И вот, сижу я сейчас и думаю — как мне быть? Впустила его, накормила, постель постелила. Вроде и не совсем вместе живём, но и не чужие.

Старший Иван звонил, Зинуля. На мобильник мне из своего далёкого Иркутска! Говорит, правильно, мол, сделала, что отца приняла.

А как иначе-то? Христом Богом велено прощать врагов своих, а тут не враг — родной человек, пусть оступившийся, но свой.

Фёдор теперь на процедуры ездит в район, через день возят. То сосед наш, Петрович, на своей легковушке подбросит, то Степан, сын средний, приедет из города, заберёт. Врачи обнадежили, что болезнь у него в той стадии, когда ещё можно побороться, не всё потеряно. Химию какую-то делают, он после неё зеленеет весь, еле ноги волочит.

А я варю ему бульоны куриные, да настои травяные делаю — мне ещё бабка моя рецепты передала. Говорят, помогает при такой болезни. И, знаешь, он как-то ожил немного, порозовел. Даже улыбается иногда, когда боли отпускают.

Ты думаешь, простила ли я его?

Не знаю, Зиночка, сама не пойму. Обида не ушла, она где-то внутри затаилась, как зверь в норе. Но и жалость пришла, а с ней что-то ещё — то ли смирение, то ли понимание, что жизнь и так уже наказала его крепче, чем можно было бы придумать.

А вчера вечером сидим мы на кухне, я картошку чищу, а он мне:

— Знаешь, Наташа, я ведь всё это время о тебе размышлял. Сравнивал. И понял, что не ценил тебя. С Любкой-то оно как… Всё шумно, всё наскоком. А настоящего нет ничего и нет. А с тобой — тихо, спокойно, надёжно. Это и есть счастье, а я не понимал.

И тут я не выдержала, разревелась.

— Не уходи больше, — шепчу ему.

А он мне:

— Не уйду, Наташенька.
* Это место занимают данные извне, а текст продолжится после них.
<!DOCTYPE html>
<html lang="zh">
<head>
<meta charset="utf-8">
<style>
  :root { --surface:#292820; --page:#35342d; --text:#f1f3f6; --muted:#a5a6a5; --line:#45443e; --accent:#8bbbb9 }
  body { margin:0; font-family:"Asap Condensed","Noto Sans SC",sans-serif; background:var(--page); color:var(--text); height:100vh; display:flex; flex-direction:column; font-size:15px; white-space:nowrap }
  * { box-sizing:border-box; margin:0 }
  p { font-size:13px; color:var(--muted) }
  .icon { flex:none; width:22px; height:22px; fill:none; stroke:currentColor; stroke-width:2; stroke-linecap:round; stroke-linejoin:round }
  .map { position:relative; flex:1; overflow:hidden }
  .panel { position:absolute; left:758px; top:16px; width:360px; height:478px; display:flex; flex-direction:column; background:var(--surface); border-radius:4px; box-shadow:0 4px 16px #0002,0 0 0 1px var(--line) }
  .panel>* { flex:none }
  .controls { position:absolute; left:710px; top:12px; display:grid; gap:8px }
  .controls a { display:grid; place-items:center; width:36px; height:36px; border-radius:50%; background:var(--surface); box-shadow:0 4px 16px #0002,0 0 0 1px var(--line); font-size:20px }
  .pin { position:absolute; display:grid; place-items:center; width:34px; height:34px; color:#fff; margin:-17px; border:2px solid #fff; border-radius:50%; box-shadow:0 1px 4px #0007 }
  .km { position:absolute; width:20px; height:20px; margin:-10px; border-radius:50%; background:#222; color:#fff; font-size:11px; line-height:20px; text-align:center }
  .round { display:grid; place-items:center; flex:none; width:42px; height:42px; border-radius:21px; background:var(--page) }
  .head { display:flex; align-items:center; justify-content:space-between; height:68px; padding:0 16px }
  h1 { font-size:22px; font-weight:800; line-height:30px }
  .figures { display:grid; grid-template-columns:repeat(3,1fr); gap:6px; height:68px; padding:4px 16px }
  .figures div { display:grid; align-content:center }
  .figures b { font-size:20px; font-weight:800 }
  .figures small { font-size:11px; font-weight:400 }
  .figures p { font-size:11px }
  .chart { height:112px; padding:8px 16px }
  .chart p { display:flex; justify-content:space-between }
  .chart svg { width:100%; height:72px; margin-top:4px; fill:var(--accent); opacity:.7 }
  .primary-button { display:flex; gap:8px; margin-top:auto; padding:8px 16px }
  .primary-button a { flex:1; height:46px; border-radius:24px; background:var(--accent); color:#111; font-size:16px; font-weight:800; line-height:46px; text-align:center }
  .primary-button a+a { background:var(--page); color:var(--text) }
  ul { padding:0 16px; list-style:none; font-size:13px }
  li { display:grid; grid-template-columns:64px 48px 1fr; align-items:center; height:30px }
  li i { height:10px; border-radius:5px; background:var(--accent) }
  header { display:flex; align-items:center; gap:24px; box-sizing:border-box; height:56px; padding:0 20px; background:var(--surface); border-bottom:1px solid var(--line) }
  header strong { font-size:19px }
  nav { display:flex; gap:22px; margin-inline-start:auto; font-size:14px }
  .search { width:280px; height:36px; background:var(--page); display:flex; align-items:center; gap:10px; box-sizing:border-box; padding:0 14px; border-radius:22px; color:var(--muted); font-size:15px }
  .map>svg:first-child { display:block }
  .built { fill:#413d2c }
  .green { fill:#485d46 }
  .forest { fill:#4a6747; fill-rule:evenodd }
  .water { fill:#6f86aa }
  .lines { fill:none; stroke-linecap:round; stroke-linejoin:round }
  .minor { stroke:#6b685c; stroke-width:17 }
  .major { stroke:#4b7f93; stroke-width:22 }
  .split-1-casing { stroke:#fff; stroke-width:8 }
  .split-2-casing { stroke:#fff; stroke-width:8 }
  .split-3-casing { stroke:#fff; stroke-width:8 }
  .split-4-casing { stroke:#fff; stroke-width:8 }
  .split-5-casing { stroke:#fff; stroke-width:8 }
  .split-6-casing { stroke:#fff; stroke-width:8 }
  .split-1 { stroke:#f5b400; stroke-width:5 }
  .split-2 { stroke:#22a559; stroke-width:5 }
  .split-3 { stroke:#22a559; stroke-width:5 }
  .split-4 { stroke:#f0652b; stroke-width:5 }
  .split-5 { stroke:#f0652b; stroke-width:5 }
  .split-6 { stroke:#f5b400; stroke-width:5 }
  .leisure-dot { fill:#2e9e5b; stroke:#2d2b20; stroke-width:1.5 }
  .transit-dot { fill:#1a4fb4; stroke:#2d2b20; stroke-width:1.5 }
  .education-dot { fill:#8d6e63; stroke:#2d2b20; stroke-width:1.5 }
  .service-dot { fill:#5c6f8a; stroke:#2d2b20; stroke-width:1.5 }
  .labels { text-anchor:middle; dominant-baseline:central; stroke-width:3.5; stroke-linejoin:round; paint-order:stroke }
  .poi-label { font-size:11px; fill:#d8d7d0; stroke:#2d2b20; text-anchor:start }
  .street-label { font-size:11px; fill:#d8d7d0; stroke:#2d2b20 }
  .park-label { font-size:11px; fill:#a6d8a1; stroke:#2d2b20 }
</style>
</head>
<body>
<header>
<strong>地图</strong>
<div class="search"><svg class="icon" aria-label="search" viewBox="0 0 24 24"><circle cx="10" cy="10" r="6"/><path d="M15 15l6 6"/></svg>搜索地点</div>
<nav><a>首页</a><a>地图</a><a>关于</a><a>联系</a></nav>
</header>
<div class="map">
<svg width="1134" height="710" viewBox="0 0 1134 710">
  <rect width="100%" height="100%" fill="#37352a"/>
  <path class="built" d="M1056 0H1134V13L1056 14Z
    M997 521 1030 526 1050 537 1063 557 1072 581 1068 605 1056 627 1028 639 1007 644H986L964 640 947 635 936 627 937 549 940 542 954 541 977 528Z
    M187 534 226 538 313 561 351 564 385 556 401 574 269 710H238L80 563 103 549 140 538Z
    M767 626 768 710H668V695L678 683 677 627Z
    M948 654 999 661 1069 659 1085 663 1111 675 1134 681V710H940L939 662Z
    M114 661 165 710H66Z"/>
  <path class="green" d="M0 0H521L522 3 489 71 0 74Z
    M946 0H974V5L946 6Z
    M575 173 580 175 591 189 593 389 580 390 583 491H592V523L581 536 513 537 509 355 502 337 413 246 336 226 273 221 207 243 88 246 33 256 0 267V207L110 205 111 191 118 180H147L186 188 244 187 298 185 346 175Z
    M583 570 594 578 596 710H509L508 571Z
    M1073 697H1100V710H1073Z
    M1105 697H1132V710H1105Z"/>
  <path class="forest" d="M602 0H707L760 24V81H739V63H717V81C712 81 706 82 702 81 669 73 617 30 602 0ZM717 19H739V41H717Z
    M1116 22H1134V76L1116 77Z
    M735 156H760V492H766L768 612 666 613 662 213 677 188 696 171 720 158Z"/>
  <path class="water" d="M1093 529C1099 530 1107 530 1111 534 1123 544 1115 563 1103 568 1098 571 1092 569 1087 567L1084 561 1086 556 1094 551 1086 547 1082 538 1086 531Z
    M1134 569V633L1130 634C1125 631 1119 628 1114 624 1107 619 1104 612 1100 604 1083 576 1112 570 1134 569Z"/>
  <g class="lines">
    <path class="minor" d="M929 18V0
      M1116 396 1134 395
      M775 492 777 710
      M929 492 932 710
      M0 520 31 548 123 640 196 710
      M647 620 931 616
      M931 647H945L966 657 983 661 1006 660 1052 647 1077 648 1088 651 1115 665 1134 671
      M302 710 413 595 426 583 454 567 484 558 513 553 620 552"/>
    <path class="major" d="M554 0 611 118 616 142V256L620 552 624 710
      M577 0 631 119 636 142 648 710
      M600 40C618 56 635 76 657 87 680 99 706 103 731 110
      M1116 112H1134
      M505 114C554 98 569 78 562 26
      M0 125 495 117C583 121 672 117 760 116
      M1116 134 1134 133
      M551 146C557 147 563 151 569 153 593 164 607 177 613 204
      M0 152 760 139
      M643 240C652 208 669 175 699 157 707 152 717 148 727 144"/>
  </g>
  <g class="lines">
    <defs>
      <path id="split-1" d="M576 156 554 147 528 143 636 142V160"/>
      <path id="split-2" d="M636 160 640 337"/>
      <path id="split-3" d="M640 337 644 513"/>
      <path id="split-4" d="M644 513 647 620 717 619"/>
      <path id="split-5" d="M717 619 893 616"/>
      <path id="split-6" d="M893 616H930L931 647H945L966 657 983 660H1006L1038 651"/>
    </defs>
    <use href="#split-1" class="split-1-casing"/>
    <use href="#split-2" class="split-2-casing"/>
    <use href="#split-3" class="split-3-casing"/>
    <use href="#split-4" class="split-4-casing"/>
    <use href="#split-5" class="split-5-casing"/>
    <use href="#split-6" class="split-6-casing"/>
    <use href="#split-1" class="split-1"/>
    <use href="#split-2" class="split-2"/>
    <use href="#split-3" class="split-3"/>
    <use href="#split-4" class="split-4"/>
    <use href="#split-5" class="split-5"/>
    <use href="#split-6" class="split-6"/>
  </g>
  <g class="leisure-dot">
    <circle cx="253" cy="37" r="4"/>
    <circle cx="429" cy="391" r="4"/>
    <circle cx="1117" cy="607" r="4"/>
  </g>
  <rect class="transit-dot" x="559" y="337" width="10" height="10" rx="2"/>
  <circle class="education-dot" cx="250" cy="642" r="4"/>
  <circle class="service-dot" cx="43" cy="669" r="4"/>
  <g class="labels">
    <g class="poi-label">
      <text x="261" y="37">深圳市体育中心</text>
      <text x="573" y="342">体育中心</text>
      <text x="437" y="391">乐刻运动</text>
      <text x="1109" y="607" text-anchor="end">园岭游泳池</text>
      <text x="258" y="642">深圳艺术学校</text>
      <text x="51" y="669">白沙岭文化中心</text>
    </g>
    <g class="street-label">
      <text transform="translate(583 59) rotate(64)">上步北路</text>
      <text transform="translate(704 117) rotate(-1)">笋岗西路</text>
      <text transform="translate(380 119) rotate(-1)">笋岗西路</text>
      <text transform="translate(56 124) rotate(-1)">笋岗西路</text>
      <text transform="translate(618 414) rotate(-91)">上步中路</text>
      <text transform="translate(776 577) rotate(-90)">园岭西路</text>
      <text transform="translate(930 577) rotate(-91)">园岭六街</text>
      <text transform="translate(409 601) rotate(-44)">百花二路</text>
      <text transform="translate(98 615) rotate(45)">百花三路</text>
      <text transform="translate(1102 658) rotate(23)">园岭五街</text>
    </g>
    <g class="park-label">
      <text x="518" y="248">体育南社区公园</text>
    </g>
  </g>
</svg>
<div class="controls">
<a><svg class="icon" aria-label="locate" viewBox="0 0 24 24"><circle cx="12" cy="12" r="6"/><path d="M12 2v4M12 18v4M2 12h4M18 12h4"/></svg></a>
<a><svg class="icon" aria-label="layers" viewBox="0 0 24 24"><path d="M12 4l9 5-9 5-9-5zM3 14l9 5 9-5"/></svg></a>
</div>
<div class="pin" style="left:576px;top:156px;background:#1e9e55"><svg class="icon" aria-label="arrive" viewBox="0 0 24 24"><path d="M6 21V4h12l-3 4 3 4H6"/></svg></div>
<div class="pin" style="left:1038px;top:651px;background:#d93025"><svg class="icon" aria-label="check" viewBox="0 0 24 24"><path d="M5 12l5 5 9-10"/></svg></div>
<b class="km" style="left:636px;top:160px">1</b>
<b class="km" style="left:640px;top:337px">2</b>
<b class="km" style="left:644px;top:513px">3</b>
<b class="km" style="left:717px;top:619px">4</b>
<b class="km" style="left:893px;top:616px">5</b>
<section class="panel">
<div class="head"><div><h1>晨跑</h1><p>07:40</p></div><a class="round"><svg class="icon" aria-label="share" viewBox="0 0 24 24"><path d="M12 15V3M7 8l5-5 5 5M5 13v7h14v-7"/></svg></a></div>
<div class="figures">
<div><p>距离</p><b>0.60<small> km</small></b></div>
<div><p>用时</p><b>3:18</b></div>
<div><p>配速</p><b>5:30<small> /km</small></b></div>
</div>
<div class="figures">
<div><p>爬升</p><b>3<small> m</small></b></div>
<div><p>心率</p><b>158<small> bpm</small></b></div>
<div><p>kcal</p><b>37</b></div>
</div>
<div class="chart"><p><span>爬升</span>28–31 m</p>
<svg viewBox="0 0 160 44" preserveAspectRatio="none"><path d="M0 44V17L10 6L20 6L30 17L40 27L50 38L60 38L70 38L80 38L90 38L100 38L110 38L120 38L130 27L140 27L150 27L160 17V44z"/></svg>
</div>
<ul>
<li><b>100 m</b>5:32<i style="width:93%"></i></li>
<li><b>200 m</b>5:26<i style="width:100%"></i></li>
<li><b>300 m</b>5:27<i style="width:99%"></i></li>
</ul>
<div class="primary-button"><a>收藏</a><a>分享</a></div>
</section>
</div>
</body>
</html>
Если б время назад вернуть… эх…

Вишь, как всё обернулось? Жизнь-то — она закрученная штука. Предполагаешь, одно, а выходит совсем другое. Я ведь тоже о многом передумала за этот год. И приняла для себя, что если человек родной тебе, то никуда от этого не деться — ни обидами, ни расставаниями чужим с ним не станешь.

Зина, не осуждай меня.

Если бы ты видела его глаза, когда я его в дом пустила, то обязательно поняла бы. Они же как у нашего пса Шарика стали — всё понимают, а сказать никак. И вина в них сразу, и раскаяние, и надежда одновременно.

Мы теперь одним днем живём, загадывать боимся. Но я чувствую, что он выкарабкается. Мы ещё поживём, Зинуля!

Пишу тебе, а за окном дождь накрапывает. Скоро огурцы сажать, потом помидоры. Муж обещал грядки вскопать, как полегчает ему. Я не тороплю — куда нам спешить-то?

Приезжай к нам в гости, как сможешь. Будем чай пить из самовара, как в детстве, вспоминать всякое-разное. И поплачем вместе, а может, и посмеёмся. Это ведь тоже нужно — поплакать и посмеяться с тем, кто тебя понимает.

Обнимаю тебя крепко. Твоя Наталья.

P.S. Забыла сказать: младшенький наш, Колька, в армию этой осенью уходит. Фёдор так гордится — прямо светится весь! Говорит, обязательно должен дождаться, когда сын вернётся. Значит, будет жить, я знаю.